The first day of Anne's church trial was held in her home Boston church. It began on Thursday March 15, 1638 and the meetinghouse was packed. She arrived after Reverend John Cotton's Thursday morning sermon, her lateness explained by an Elder as being from weakness from her months of incarceration and continuing pregnancy. 3 William, her husband, and many of her ardent supporters were away, negogtiating land for their new home in Narragansett Bay (Aquidneck Island). 4

Ruling Elder Thomas Leverett managed her examination. He read the list of theological errors that she was charged with. After nine hours, only the first four had been addressed. A copy of the text of the trial proceedings is reproduced in The Antinomian Controversy 1636-1638 A Documentary History by David D. Hall, Editor. 5

The ministers agreed that Hutchinson's unsound beliefs outweighed the good she had done, and endangered the spiritual welfare of the community. 6 John Cotton then delivered an admonition to Anne Hutchinson:

"Therefor, I doe Admonish you, and alsoe charge you in the name of Ch[rist] Je[sus], in whose place I stand... that you would sadly consider the just hand of God agaynst you, the great hurt you have done to the Churches, the great Dishonour you have brought to Je[sus] Ch[rist], and the Evell that you have done to many a poore soule." 7

In the midst of the admonition, Anne interrupted:

"All that I would say is this, that I did not hould any of thease Thinges before my Imprisonment."
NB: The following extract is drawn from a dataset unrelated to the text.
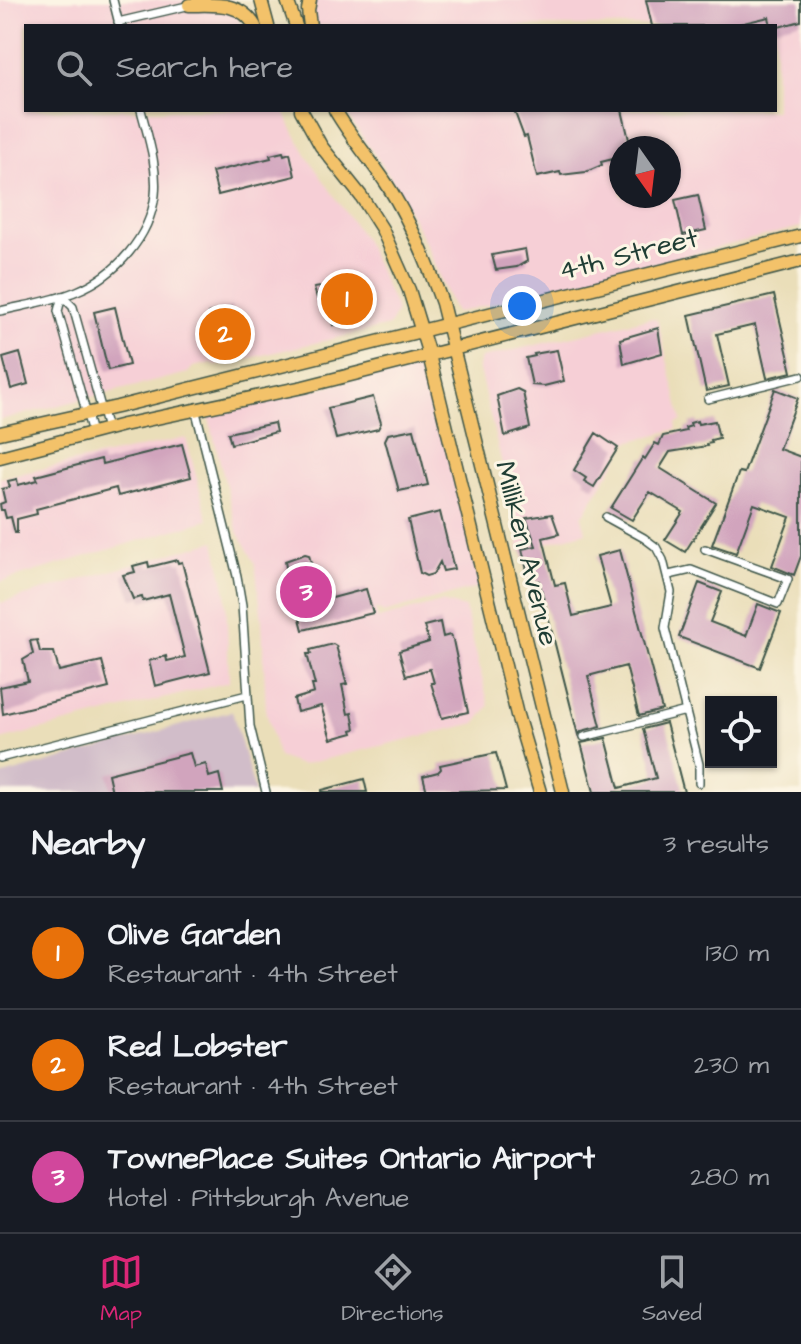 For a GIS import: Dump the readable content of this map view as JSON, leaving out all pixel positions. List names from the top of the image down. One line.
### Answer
{"streets":{"main road":["4th Street","Milliken Avenue"]},"crossings":[["4th Street","Milliken Avenue"]],"north":"bottom","page":{"search":"Search here","pins":["1","2","3"],"heading":["Nearby","3 results"],"list":[{"mark":"1","name":"Olive Garden","note":"Restaurant · 4th Street","value":"130 m"},{"mark":"2","name":"Red Lobster","note":"Restaurant · 4th Street","value":"230 m"},{"mark":"3","name":"TownePlace Suites Ontario Airport","note":"Hotel · Pittsburgh Avenue","value":"280 m"}],"nav":["Map","Directions","Saved"]}} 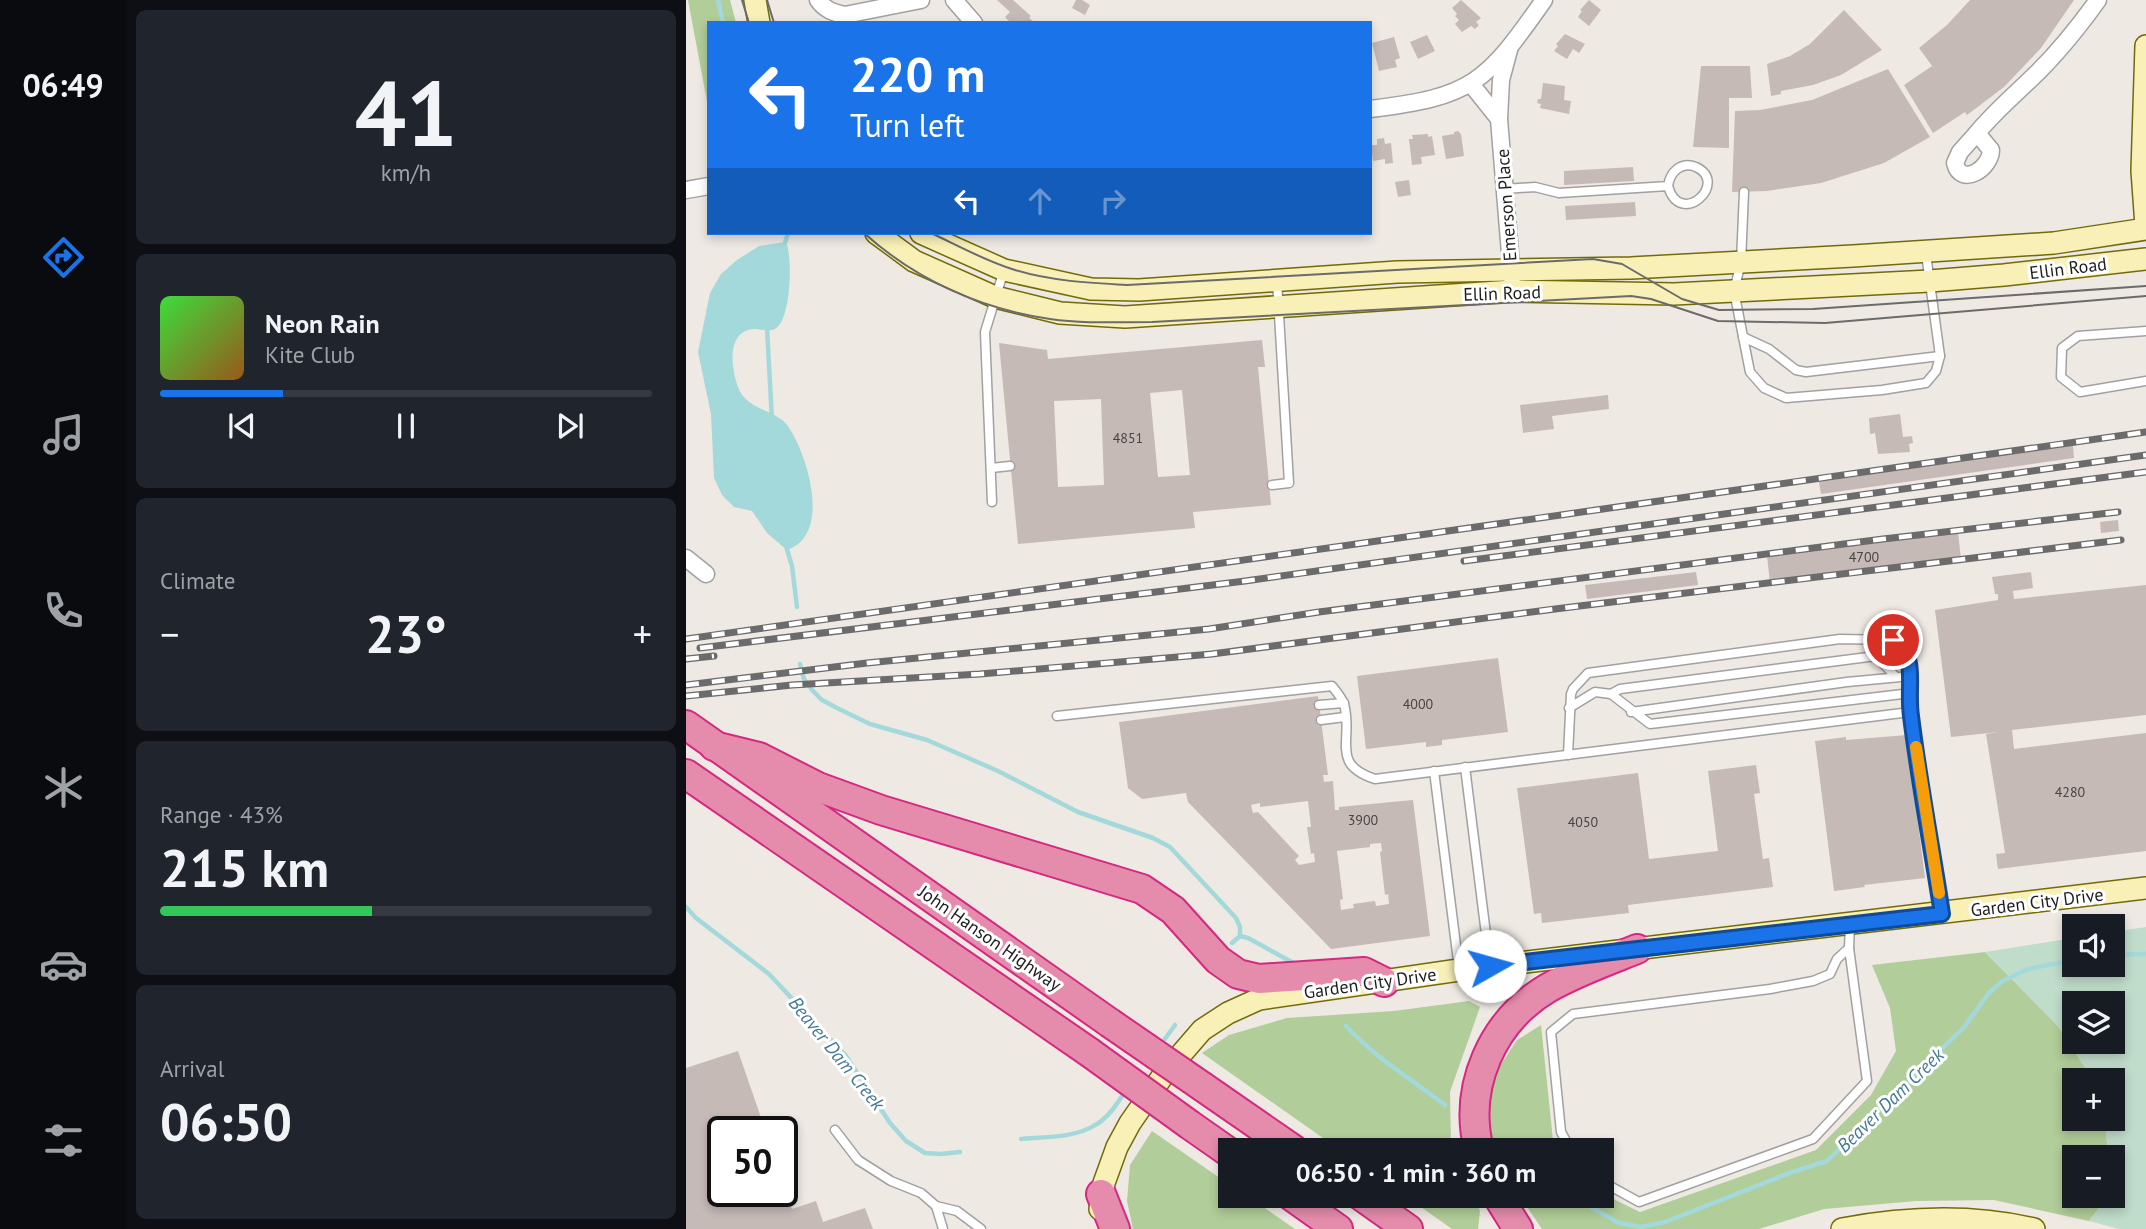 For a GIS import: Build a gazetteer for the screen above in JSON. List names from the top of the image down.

Reverend Thomas Shepard vociferiously protested that this was an "Untruth and falsehood". 8

It was now late, and Anne was ordered to present herself again on the next lecture day, which was one week later. She was permitted to stay at the house of John Cotton, at his request. Reverend John Davenport was also staying at that time with Cotton. It was his hope that they could persuade her to recant her heretical views, show submissiveness and ask for forgiveness. Her banishment from the church was almost certain now, but if she recanted, in time she might be accepted into the church again. 9

Indeed, they appeared to have success, and at the second day of her church trial she read a recantation of her unsound opinions to the congregation. 10 Had the trial ended at that point, Hutchinson would not have been excommunicated. Reverend John Wilson pointed out that Hutchinson had not answered Thomas Shepard's accusation that she had held the errors prior to her incarceration. 11

For reasons unknown to anyone other than Hutchinson, she held fast to that position. It did not match observations. It was a lie, and a step too far for even friendly John Cotton to accept, and he finally washed his hands of her. He had tried to offer her a path to rehabilitation, at great risk to his own reputation, and she would not take it. Shepard called her a "Notorious Imposter". 12

The clergy focused on the lie and a vote was successful for excommunicating Anne Hutchinson. Reverend John Wilson delivered the sentence of excommunication: 13

"Forasmuch as you, Mistress Hutchinson, have highly transgressed and offended, and forasmuch as you have soe many ways troubled the Church with your Errors and have drawen away many a poor soule, and have upheld your Revelations: and forasmuch as you have made a Lye, etc. Therefor, in the name of our Lord Jesus Christ and in the name of the Church, I doe not only pronounce you worthy to be cast out, but I doe cast you out and in the name of Christ, I doe deliver you up to Sathan that you may learne no more to blaspheme to seduce and to lye! And I doe account you from this time forth to be a Hethen and a Publican and soe to be held of all the Bretheren and Sisters of this Congregation, and of others. Therefor I command you in the name of Christ Jesus and of this Church as a Leper to withdraw your selfe out of the Congregation; that as formerly you have dispised and contemned the Holy Ordinances of God and turned your Backe one them, soe you may now have no part in them nor benefit by them." 14 [Spellings and italics in the sourced text are retained].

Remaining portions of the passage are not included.